Don't let opinion or fringe cases guide you here. Too often, I have to
defend Nolisting against a straw man argument that "this is useless
because spammers will just bypass the primary MX and go to the secondary
instead." Well, *some* do, and I'll deal with them in a later step.
Meanwhile, I've foiled the majority, and I've conserved some of my
resources so they can be used elsewhere.
> Thus, you need a primary that rejects immediately, and frees the sender
> up to try the next record down. (repeat an arbitrary number of times)
> Followed by a real, responding server.
> Followed by an arbitrary number of records that drop or tarpit
> everything that touches them, because nothing should ever get that far.
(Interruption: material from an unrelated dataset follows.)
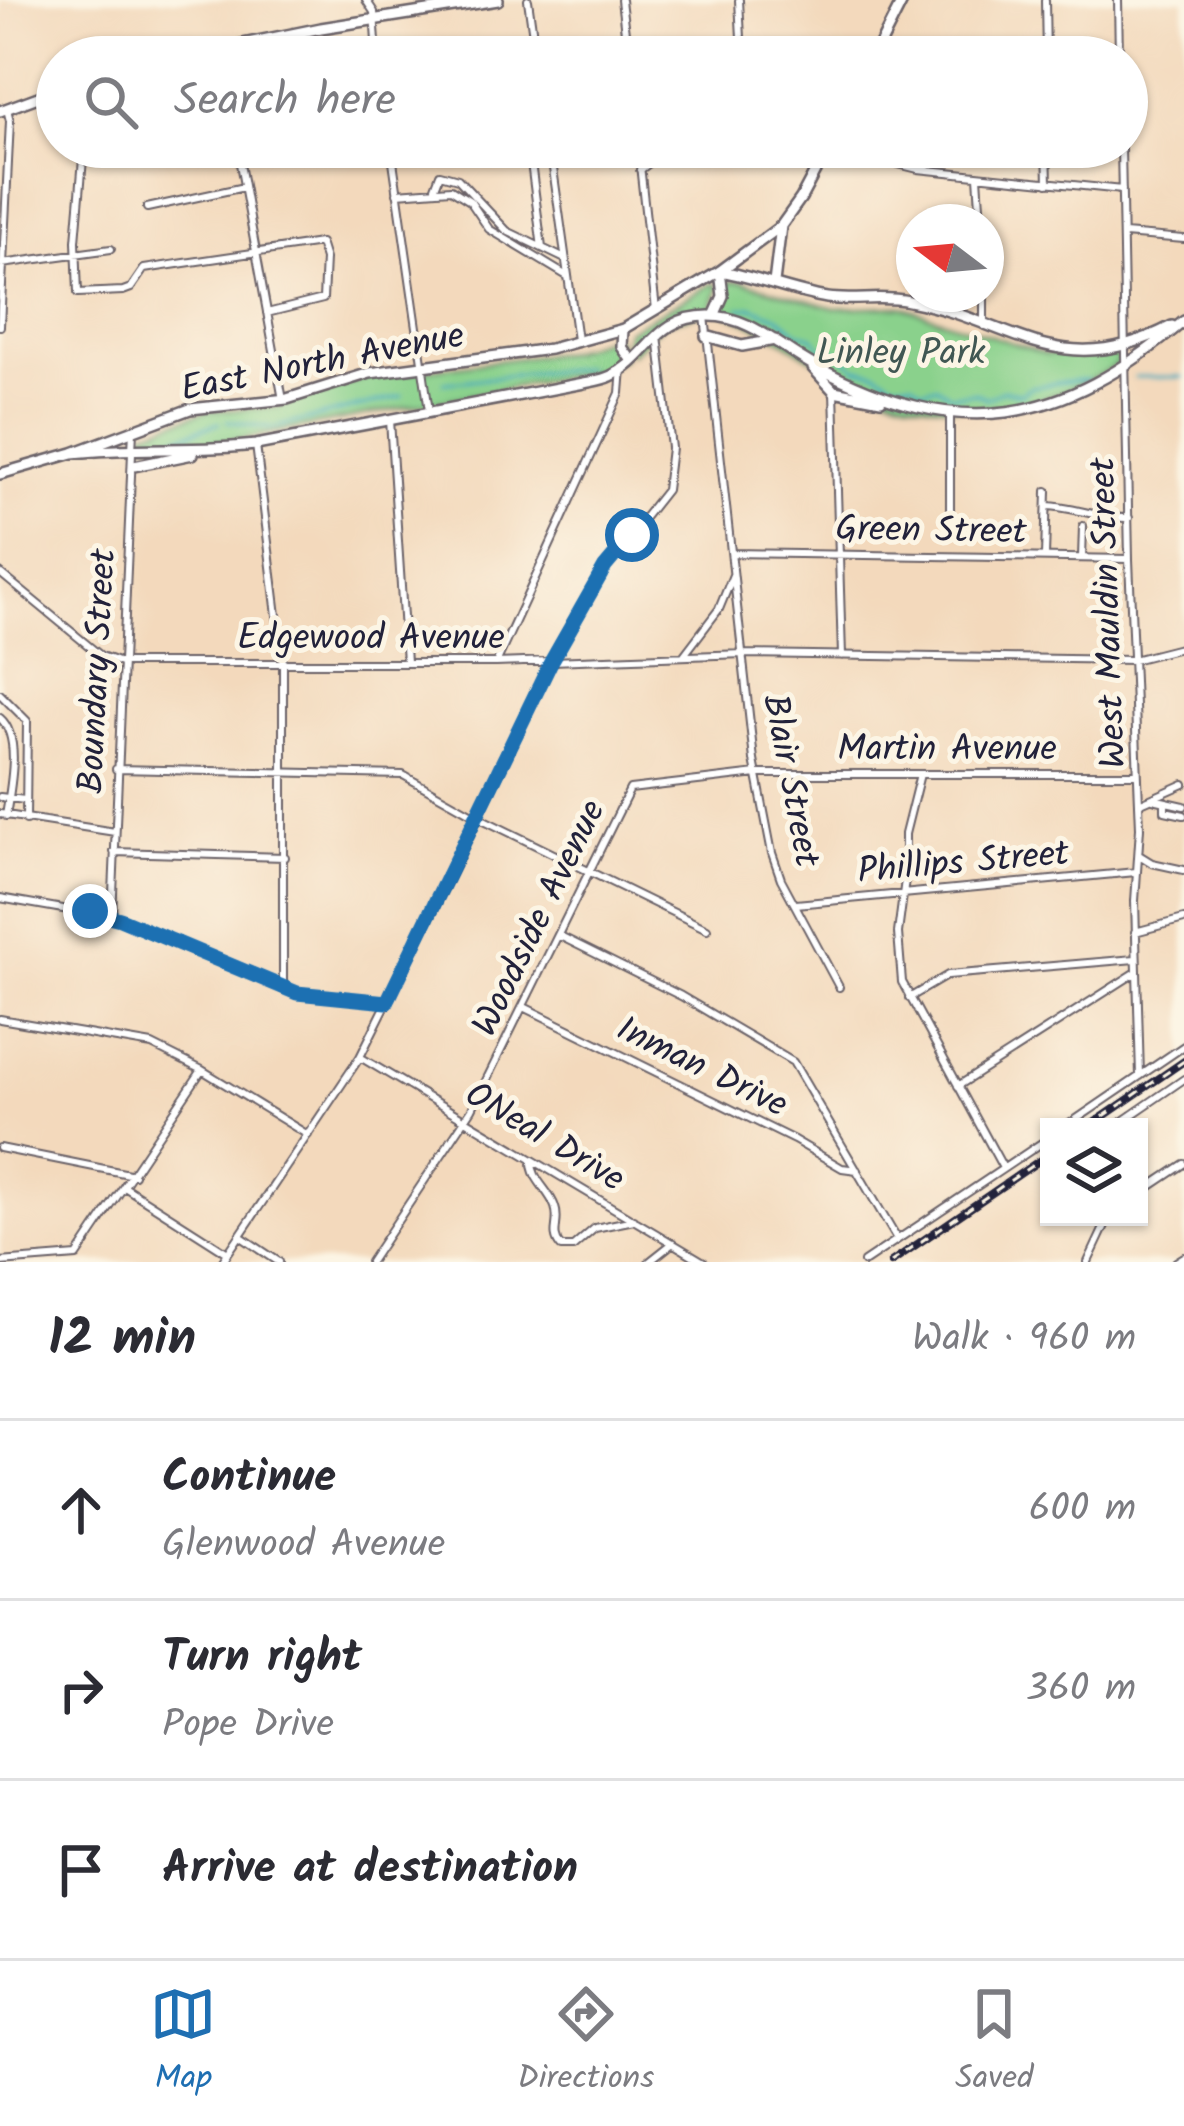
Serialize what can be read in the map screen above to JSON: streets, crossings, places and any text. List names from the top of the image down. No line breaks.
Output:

Why bother fighting spam that wouldn't exist otherwise? Don't create
unnecessary targets. It's not like there is a finite amount of spam
aimed at a domain that gets thinned out over multiple hosts. Malware is
perfectly capable of generating *more* spam for each MX record. I
haven't seen conclusive evidence the contrary.
> It's not just about foiling the spammers that go for the primary - it's
> even more about foiling spammers that go for the low priority MX-es or
> aim for a random MX. If you're going to use decoys, what's the point in
> half-measures? It's not like it's breaking the RFC, which allows for an
> arbitrary number of MX-es and 65535 unique priority numbers.
Be careful. RFC 2821 specifies that a client MUST try and retry each MX
address in order, and SHOULD try at least two addresses. Yes, you can
create as many decoys as you like, but you can't predict the results
when you stray outside the requirements or suggested best practices. At
that point, it's anyone's guess what a site's local policy mandates.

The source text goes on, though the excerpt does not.